The recent no-show by neo-Nazis who had applied for a parade permit to march down Pennsylvania Avenue [Metro, Aug. 8] prompts the question: If the marchers don't march, can you still charge them for the $500,000 it cost to deploy an extra 1,450 D.C. police officers for the event?

The ballyhoo over the non-rally suggests a larger question: When will the reaction to possible and often credible threats be tempered by some practical and insightful reasoning?

As Washington has reacted to such threats over the years, it has assumed more of the feel of an armed camp than a capital city. Lafayette Park, with its concrete barriers at the north end and its movable metal crowd-control devices that regularly disrupt and limit the use of large portions of the park, is an apt metaphor for the type of restrictions that, unfortunately, we have become both accustomed to and accepting of.
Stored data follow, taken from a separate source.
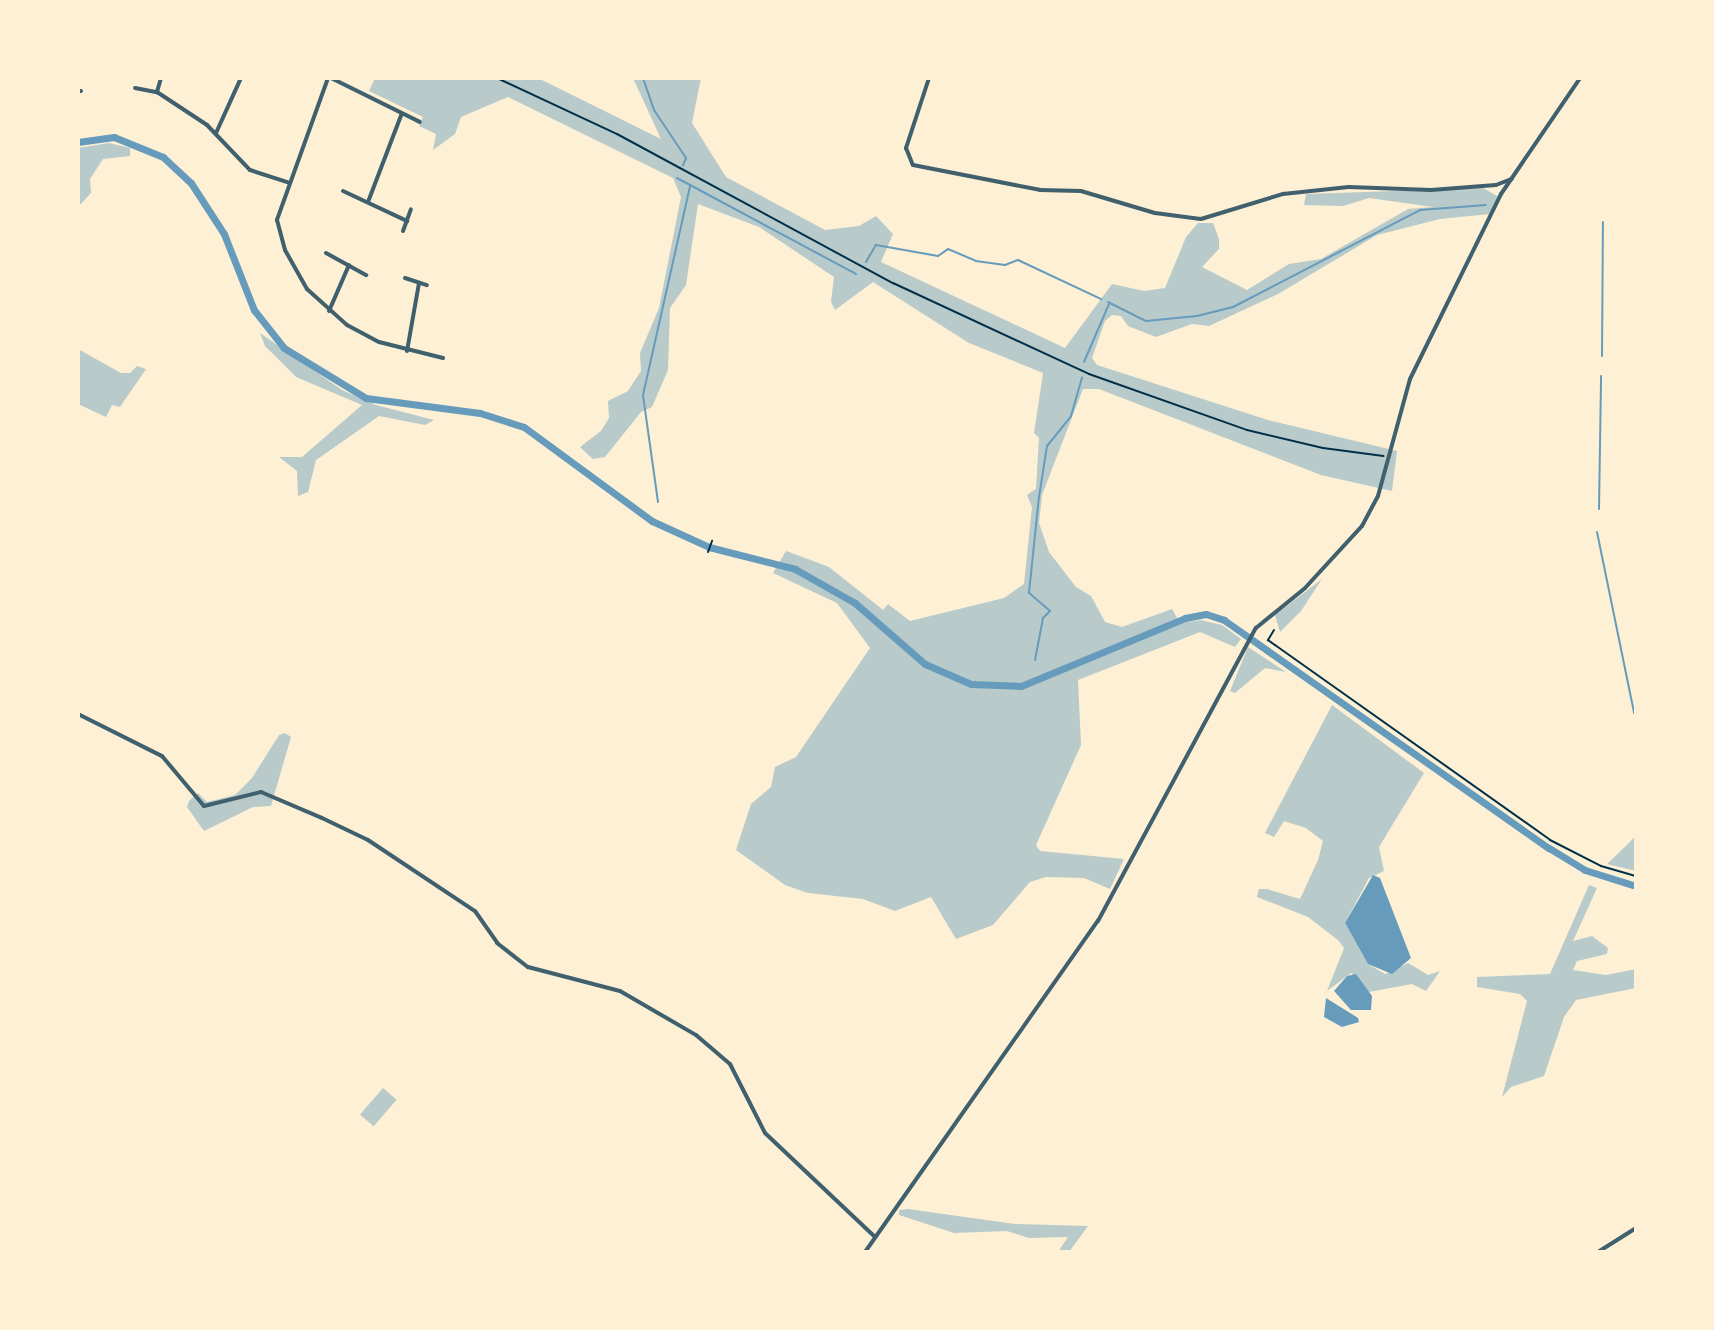 <!DOCTYPE html>
<html>
<head>
<meta charset="utf-8">
<style>
  body { margin:0 }
  #map { position:relative; width:1714px; height:1330px; overflow:hidden; background:#fdf0d5; font-family:"Crimson Pro",serif }
  div>[style] { position:absolute }
  [style*='--x'] { left:calc(var(--x)*1px); top:calc(var(--y)*1px); width:calc(var(--w)*1px); rotate:calc(var(--a)*1deg) }
  .green>* { inset:0; background:#b9caca; transform-origin:0 0 }
  .water>* { inset:0; background:#669bbc }
  .stream>* { height:2px; margin:-1px; padding:0 1px; transform-origin:1px; border-radius:1px; background:#669bbc }
  .canal>* { height:7px; margin:-3.5px; padding:0 3.5px; transform-origin:3.5px; border-radius:3.5px; background:#669bbc }
  .path>* { height:2px; margin:-1px; padding:0 1px; transform-origin:1px; border-radius:1px; background:#003049 }
  .minor>* { height:4px; margin:-2px; padding:0 2px; transform-origin:2px; border-radius:2px; background:#3f606c }
  span { translate:-50% -50%; white-space:nowrap; text-align:center; line-height:1.15; -webkit-text-stroke:6px #fdf0d5; paint-order:stroke }
  .frame { position:absolute; inset:0; border:80px solid #fdf0d5; pointer-events:none }
</style>
</head>
<body>
<div id="map">
  <div class="green">
    <div style="clip-path:polygon(375px 78px,538px 78px,661px 139px,633px 78px,701px 78px,692px 123px,726px 177px,825px 230px,859px 226px,876px 216px,893px 234px,881px 262px,1065px 348px,1112px 284px,1144px 291px,1165px 288px,1186px 237px,1198px 223px,1213px 223px,1219px 239px,1219px 249px,1202px 267px,1247px 290px,1289px 264px,1321px 259px,1408px 209px,1433px 207px,1369px 198px,1343px 206px,1304px 205px,1306px 194px,1483px 188px,1499px 197px,1490px 214px,1440px 219px,1377px 235px,1278px 294px,1209px 326px,1192px 324px,1156px 337px,1128px 326px,1121px 316px,1112px 315px,1105px 321px,1092px 358px,1097px 365px,1268px 420px,1397px 451px,1392px 491px,1321px 475px,1099px 389px,1083px 389px,1042px 495px,1039px 523px,1049px 552px,1076px 587px,1091px 596px,1105px 622px,1122px 627px,1172px 609px,1180px 623px,1201px 620px,1222px 625px,1241px 639px,1235px 647px,1200px 632px,1078px 680px,1081px 745px,1036px 845px,1040px 851px,1124px 859px,1110px 889px,1084px 878px,1046px 877px,1030px 882px,993px 925px,956px 939px,931px 897px,895px 911px,863px 899px,808px 893px,785px 885px,736px 850px,751px 804px,771px 787px,775px 767px,796px 757px,870px 648px,837px 603px,773px 573px,786px 551px,808px 559px,829px 567px,883px 610px,888px 604px,910px 621px,1004px 598px,1024px 584px,1032px 507px,1027px 495px,1036px 489px,1039px 438px,1034px 433px,1043px 373px,969px 343px,873px 282px,835px 310px,831px 302px,834px 277px,759px 227px,698px 204px,686px 285px,670px 308px,668px 370px,652px 407px,641px 412px,605px 457px,593px 459px,580px 447px,601px 431px,609px 418px,608px 401px,628px 391px,641px 371px,640px 353px,659px 308px,681px 197px,673px 178px,508px 97px,461px 117px,455px 134px,433px 150px,436px 134px,419px 126px,423px 117px,369px 91px)"></div>
    <div style="clip-path:polygon(109px 143px,130px 148px,130px 156px,103px 159px,90px 179px,91px 193px,78px 207px,78px 148px)"></div>
    <div style="clip-path:polygon(260px 333px,342px 390px,376px 405px,434px 420px,425px 425px,379px 416px,316px 460px,308px 492px,298px 496px,297px 471px,279px 457px,302px 457px,362px 405px,296px 377px,265px 346px)"></div>
    <div style="clip-path:polygon(78px 349px,121px 373px,130px 373px,137px 366px,146px 369px,120px 407px,112px 405px,106px 417px,78px 404px)"></div>
    <div style="clip-path:polygon(1322px 579px,1301px 611px,1280px 632px,1275px 615px)"></div>
    <div style="clip-path:polygon(1248px 647px,1286px 672px,1265px 668px,1235px 693px,1230px 691px)"></div>
    <div style="clip-path:polygon(1332px 705px,1424px 773px,1379px 847px,1384px 871px,1369px 878px,1345px 923px,1368px 964px,1385px 974px,1408px 963px,1428px 975px,1440px 971px,1426px 991px,1412px 984px,1369px 992px,1351px 973px,1327px 991px,1344px 948px,1338px 940px,1308px 917px,1257px 897px,1259px 889px,1267px 889px,1300px 899px,1318px 860px,1323px 841px,1306px 828px,1284px 821px,1274px 837px,1265px 833px)"></div>
    <div style="clip-path:polygon(285px 733px,291px 737px,271px 806px,253px 807px,204px 831px,187px 807px,189px 801px,198px 793px,207px 802px,235px 795px,252px 778px,279px 735px)"></div>
    <div style="clip-path:polygon(1636px 835px,1636px 871px,1607px 864px,1630px 842px)"></div>
    <div style="clip-path:polygon(1589px 885px,1597px 888px,1573px 941px,1592px 936px,1608px 948px,1607px 954px,1577px 961px,1573px 970px,1606px 975px,1636px 969px,1636px 988px,1576px 1000px,1564px 1017px,1544px 1076px,1511px 1087px,1502px 1097px,1527px 1001px,1520px 994px,1477px 987px,1477px 977px,1550px 974px)"></div>
    <div style="left:383px;top:1088px;width:18px;height:35px;rotate:41deg"></div>
    <div style="clip-path:polygon(908px 1209px,1015px 1224px,1088px 1226px,1069px 1252px,1058px 1252px,1068px 1237px,1029px 1238px,1007px 1231px,954px 1233px,899px 1215px,899px 1210px)"></div>
  </div>
  <div class="water">
    <div style="clip-path:polygon(1373px 875px,1380px 878px,1411px 958px,1392px 974px,1368px 964px,1345px 923px)"></div>
    <div style="clip-path:polygon(1356px 974px,1372px 996px,1371px 1010px,1351px 1010px,1334px 991px,1347px 976px)"></div>
    <div style="clip-path:polygon(1326px 998px,1358px 1018px,1359px 1022px,1342px 1027px,1324px 1017px)"></div>
  </div>
  <div class="stream">
    <div style="--x:643;--y:78;--w:34;--a:71"></div>
    <div style="--x:654;--y:110;--w:58;--a:56.3"></div>
    <div style="--x:686;--y:158;--w:8;--a:113"></div>
    <div style="--x:677;--y:178;--w:203;--a:28.2"></div>
    <div style="--x:866;--y:262;--w:20;--a:-60"></div>
    <div style="--x:876;--y:245;--w:63;--a:10.1"></div>
    <div style="--x:938;--y:256;--w:12;--a:-35"></div>
    <div style="--x:948;--y:249;--w:30;--a:23"></div>
    <div style="--x:976;--y:261;--w:29;--a:8"></div>
    <div style="--x:1005;--y:265;--w:14;--a:-21"></div>
    <div style="--x:1018;--y:260;--w:92;--a:25.2"></div>
    <div style="--x:1108;--y:302;--w:42;--a:26.6"></div>
    <div style="--x:1146;--y:321;--w:51;--a:-5.6"></div>
    <div style="--x:1197;--y:316;--w:37;--a:-14"></div>
    <div style="--x:1233;--y:307;--w:211;--a:-27.4"></div>
    <div style="--x:1420;--y:210;--w:66;--a:-4.3"></div>
    <div style="--x:1602;--y:356;--w:134;--a:-89.6"></div>
    <div style="--x:1084;--y:362;--w:63;--a:-66.7"></div>
    <div style="--x:658;--y:502;--w:108;--a:-98"></div>
    <div style="--x:643;--y:395;--w:214;--a:-77.3"></div>
    <div style="--x:1599;--y:509;--w:133;--a:-89.1"></div>
    <div style="--x:1597;--y:532;--w:185;--a:78.4"></div>
    <div style="--x:1035;--y:660;--w:43;--a:-79.2"></div>
    <div style="--x:1043;--y:618;--w:10;--a:-45"></div>
    <div style="--x:1050;--y:611;--w:28;--a:-139"></div>
    <div style="--x:1029;--y:593;--w:97;--a:-84.1"></div>
    <div style="--x:1039;--y:497;--w:52;--a:-81.1"></div>
    <div style="--x:1047;--y:446;--w:38;--a:-51"></div>
    <div style="--x:1071;--y:416;--w:40;--a:-74"></div>
  </div>
  <div class="canal">
    <div style="--x:78;--y:142;--w:36;--a:-8"></div>
    <div style="--x:114;--y:137;--w:53;--a:22.2"></div>
    <div style="--x:163;--y:157;--w:38;--a:43"></div>
    <div style="--x:191;--y:183;--w:61;--a:57.1"></div>
    <div style="--x:224;--y:234;--w:82;--a:68.5"></div>
    <div style="--x:254;--y:310;--w:48;--a:51.7"></div>
    <div style="--x:284;--y:348;--w:96;--a:31.4"></div>
    <div style="--x:366;--y:398;--w:115;--a:7.5"></div>
    <div style="--x:480;--y:413;--w:46;--a:17.7"></div>
    <div style="--x:524;--y:427;--w:159;--a:36.3"></div>
    <div style="--x:652;--y:521;--w:63;--a:24.5"></div>
    <div style="--x:709;--y:547;--w:89;--a:14.3"></div>
    <div style="--x:795;--y:569;--w:69;--a:29.5"></div>
    <div style="--x:855;--y:603;--w:93;--a:41.1"></div>
    <div style="--x:925;--y:664;--w:50;--a:23.5"></div>
    <div style="--x:971;--y:684;--w:50;--a:2.3"></div>
    <div style="--x:1021;--y:686;--w:178;--a:-22.5"></div>
    <div style="--x:1185;--y:618;--w:21;--a:-11"></div>
    <div style="--x:1206;--y:614;--w:19;--a:18"></div>
    <div style="--x:1224;--y:620;--w:397;--a:35.1"></div>
    <div style="--x:1549;--y:848;--w:42;--a:31.4"></div>
    <div style="--x:1585;--y:870;--w:53;--a:17.4"></div>
  </div>
  <div class="path">
    <div style="--x:497;--y:78;--w:132;--a:25"></div>
    <div style="--x:617;--y:134;--w:314;--a:28.4"></div>
    <div style="--x:893;--y:283;--w:216;--a:24.9"></div>
    <div style="--x:1089;--y:374;--w:168;--a:19.5"></div>
    <div style="--x:1247;--y:430;--w:78;--a:13.3"></div>
    <div style="--x:1323;--y:448;--w:61;--a:7.6"></div>
    <div style="--x:708;--y:552;--w:12;--a:-70"></div>
    <div style="--x:1274;--y:630;--w:12;--a:121"></div>
    <div style="--x:1268;--y:640;--w:9;--a:36"></div>
    <div style="--x:1275;--y:645;--w:337;--a:35.3"></div>
    <div style="--x:1550;--y:840;--w:57;--a:27"></div>
    <div style="--x:1601;--y:866;--w:36;--a:16"></div>
  </div>
  <div class="minor">
    <div style="--x:161;--y:78;--w:15;--a:106"></div>
    <div style="--x:157;--y:92;--w:60;--a:33.4"></div>
    <div style="--x:207;--y:125;--w:62;--a:46.3"></div>
    <div style="--x:250;--y:170;--w:40;--a:18"></div>
    <div style="--x:328;--y:78;--w:151;--a:109.8"></div>
    <div style="--x:277;--y:220;--w:31;--a:75"></div>
    <div style="--x:285;--y:250;--w:45;--a:60.6"></div>
    <div style="--x:307;--y:289;--w:54;--a:42"></div>
    <div style="--x:347;--y:325;--w:36;--a:28"></div>
    <div style="--x:379;--y:342;--w:66;--a:14"></div>
    <div style="--x:331;--y:78;--w:99;--a:26.3"></div>
    <div style="--x:929;--y:78;--w:74;--a:108.2"></div>
    <div style="--x:906;--y:148;--w:18;--a:68"></div>
    <div style="--x:913;--y:165;--w:129;--a:11.1"></div>
    <div style="--x:1040;--y:190;--w:41;--a:1.4"></div>
    <div style="--x:1081;--y:191;--w:77;--a:16.6"></div>
    <div style="--x:1155;--y:213;--w:46;--a:7.4"></div>
    <div style="--x:1201;--y:219;--w:86;--a:-17"></div>
    <div style="--x:1283;--y:194;--w:66;--a:-6.1"></div>
    <div style="--x:1349;--y:187;--w:82;--a:2.1"></div>
    <div style="--x:1431;--y:190;--w:65;--a:-4.4"></div>
    <div style="--x:1496;--y:185;--w:17;--a:-21"></div>
    <div style="--x:135;--y:88;--w:21;--a:11"></div>
    <div style="--x:78;--y:91;--w:3;--a:0"></div>
    <div style="--x:216;--y:133;--w:60;--a:-65.6"></div>
    <div style="--x:343;--y:191;--w:71;--a:25.1"></div>
    <div style="--x:368;--y:202;--w:95;--a:-69.1"></div>
    <div style="--x:403;--y:231;--w:23;--a:-70"></div>
    <div style="--x:326;--y:253;--w:46;--a:28.8"></div>
    <div style="--x:405;--y:278;--w:23;--a:18"></div>
    <div style="--x:329;--y:311;--w:50;--a:-66.5"></div>
    <div style="--x:407;--y:351;--w:69;--a:-80"></div>
    <div style="--x:78;--y:714;--w:94;--a:26.6"></div>
    <div style="--x:162;--y:756;--w:65;--a:50"></div>
    <div style="--x:204;--y:806;--w:59;--a:-13.8"></div>
    <div style="--x:261;--y:792;--w:66;--a:23.1"></div>
    <div style="--x:322;--y:818;--w:51;--a:25.6"></div>
    <div style="--x:368;--y:840;--w:128;--a:33.6"></div>
    <div style="--x:475;--y:911;--w:39;--a:55"></div>
    <div style="--x:497;--y:943;--w:39;--a:38"></div>
    <div style="--x:528;--y:967;--w:95;--a:14.6"></div>
    <div style="--x:620;--y:991;--w:88;--a:30.1"></div>
    <div style="--x:696;--y:1035;--w:45;--a:40.5"></div>
    <div style="--x:730;--y:1064;--w:77;--a:63.1"></div>
    <div style="--x:765;--y:1133;--w:150;--a:43.4"></div>
    <div style="--x:865;--y:1252;--w:405;--a:-54.9"></div>
    <div style="--x:1098;--y:921;--w:333;--a:-61.7"></div>
    <div style="--x:1256;--y:628;--w:63;--a:-39.2"></div>
    <div style="--x:1305;--y:588;--w:84;--a:-47.4"></div>
    <div style="--x:1362;--y:526;--w:34;--a:-62"></div>
    <div style="--x:1378;--y:496;--w:121;--a:-74.7"></div>
    <div style="--x:1410;--y:379;--w:206;--a:-63.8"></div>
    <div style="--x:1501;--y:194;--w:140;--a:-55.7"></div>
    <div style="--x:1598;--y:1252;--w:45;--a:-32.3"></div>
  </div>
  <div class="frame"></div>
</div>
</body>
</html>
The neo-Nazi non-march, led by a college senior and a few Internet members, demonstrates just how far the quest for security has gone. Washington is and should be a livable and enjoyable city. To give in to our worst fears and to those whose job is to create a "safe" environment at any cost, invites the usurpation of these objectives.

Reasonable precautions should be taken to deal with threats against our security, but reasonable restraint must also be exercised to ensure that we do not become the hostages of those charged with protecting our safety.